Marge notices my expression souring. “Oh, Morgan…” she says with the most condescendingly sweet tone I’ve ever heard. She tips her baseball cap down slightly and crosses her arms. “I’ve heard it so, but now I know it’s true. You’re feeling blue, aren’t you?”
“Wh—How did you hear that? Who even told you?”
“Mom and Dad, on the phone.”
“They told you I’m feeling blue?!”
“Yeah. They’re worried about you. You barely call them, you’re always being vague about the stuff you do. It’s like you have some hidden life you have to keep a secret and it’s pushing you away from enjoying your normal life.”
“Well, they’re wrong,” I lie. “I’m perfectly fine. It’s just those summer doldrums everyone gets.”
“Morgan, what are ‘summer doldrums?’”
“Listen.” She clears her throat and does a little spin. “I want to tell you something important.”
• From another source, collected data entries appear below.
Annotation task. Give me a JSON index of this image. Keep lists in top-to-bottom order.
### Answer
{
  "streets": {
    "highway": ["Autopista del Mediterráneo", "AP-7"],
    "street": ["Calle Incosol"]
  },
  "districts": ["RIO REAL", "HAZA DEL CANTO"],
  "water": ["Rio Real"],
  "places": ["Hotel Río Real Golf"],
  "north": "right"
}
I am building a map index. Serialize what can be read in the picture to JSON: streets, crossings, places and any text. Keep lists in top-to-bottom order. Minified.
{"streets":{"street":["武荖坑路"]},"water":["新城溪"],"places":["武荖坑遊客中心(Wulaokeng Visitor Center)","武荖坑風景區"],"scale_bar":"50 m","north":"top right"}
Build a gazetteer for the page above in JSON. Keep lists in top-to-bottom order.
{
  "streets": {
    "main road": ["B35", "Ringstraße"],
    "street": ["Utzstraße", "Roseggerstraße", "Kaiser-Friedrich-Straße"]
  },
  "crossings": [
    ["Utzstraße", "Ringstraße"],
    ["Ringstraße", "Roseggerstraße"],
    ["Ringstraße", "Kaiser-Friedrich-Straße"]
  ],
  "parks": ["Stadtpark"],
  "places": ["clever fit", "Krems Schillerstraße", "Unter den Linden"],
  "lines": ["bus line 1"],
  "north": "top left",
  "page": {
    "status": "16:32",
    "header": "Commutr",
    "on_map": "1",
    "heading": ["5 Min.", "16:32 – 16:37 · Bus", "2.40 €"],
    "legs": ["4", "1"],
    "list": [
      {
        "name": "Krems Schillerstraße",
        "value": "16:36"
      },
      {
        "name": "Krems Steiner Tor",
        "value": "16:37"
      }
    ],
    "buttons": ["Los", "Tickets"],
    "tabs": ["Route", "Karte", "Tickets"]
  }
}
“You’re getting married,” I say.
“Bad guess,” she says with a smile. “No. I want you to know some juicy information: there’s a man taking over radio stations and TV channels and robbing banks right now known as the Dial-Up Demon. He’s a menace to the whole city.”
If I could glare at my sister harder than I am right now, I would be very surprised. “I’m not dealing with that crap. It’s not relevant enough.”
“A technological mystery? An eccentric villain with mysterious motives? And Morgan isn’t interested?” Marge feigns shock and covers her mouth in a fake gasp.
“I know what you’re trying to do.”
“And what is that?”
“You’re trying to cheer me up by getting me obsessed with some irrelevant detective plot just because nobody will hire you. You want me to be your surrogate.”
“You always jump to these wild conclusions, Morgan. I’m an author now, remember? Marge Eisenhower, the author who doesn’t investigate things.”
“Not that you could get a job anyway.”
“Jones Burrow really did a number on me with that social media killing, didn’t she? And of course my employment by Blyth Industries doesn’t look good on my resume. I’m about toast, aren’t I?”
“Extremely toast,” I say. “It’s almost like you’re intentionally nosediving your own reputation just to smear your own surname.”
“I would never do that!” she exclaims, deadpan. “Just because Holly Eisenhower and I had one of the most toxic, quick-burn relationships in the history of gay marriage doesn’t mean I would ever seek to enact any sort of revenge on her to ruin her socialite status.”
“Did I tell you how much I hated her?” I ask. “She was so rude to me every time we met. Always criticized my fashion sense, too…”
“What a bitch,” she says with a wistful smile.
“Mei’s pretty cool,” I say. “No idea why she chose you, but she’s alright.”
“I love her a lot,” Marge says. “Almost as much as I love my little sibling Morgan.”
“I like the Eisenhower name because it gets me lots of attention in certain social circles. But… I think I’m pretty fond of being Marge Zheng one day.”
“Write that novel and maybe she’ll marry you for your money.”
Marge smiles at me and then takes a sudden turn down a crosswalk in the opposite direction of Peach Towers. “See you later,” she says from afar. “And good luck with the Dial-Up Demon!”
Urgh… It’s not… I’m not investigating that stupid thing.
The closest I’ve come to legitimately bonding with my older sibling in ages and it was all just an excuse to rile me up about this stupid cyber-criminal nobody cares about.
Or… maybe I thought nobody cares about.
Is this actually something relevant?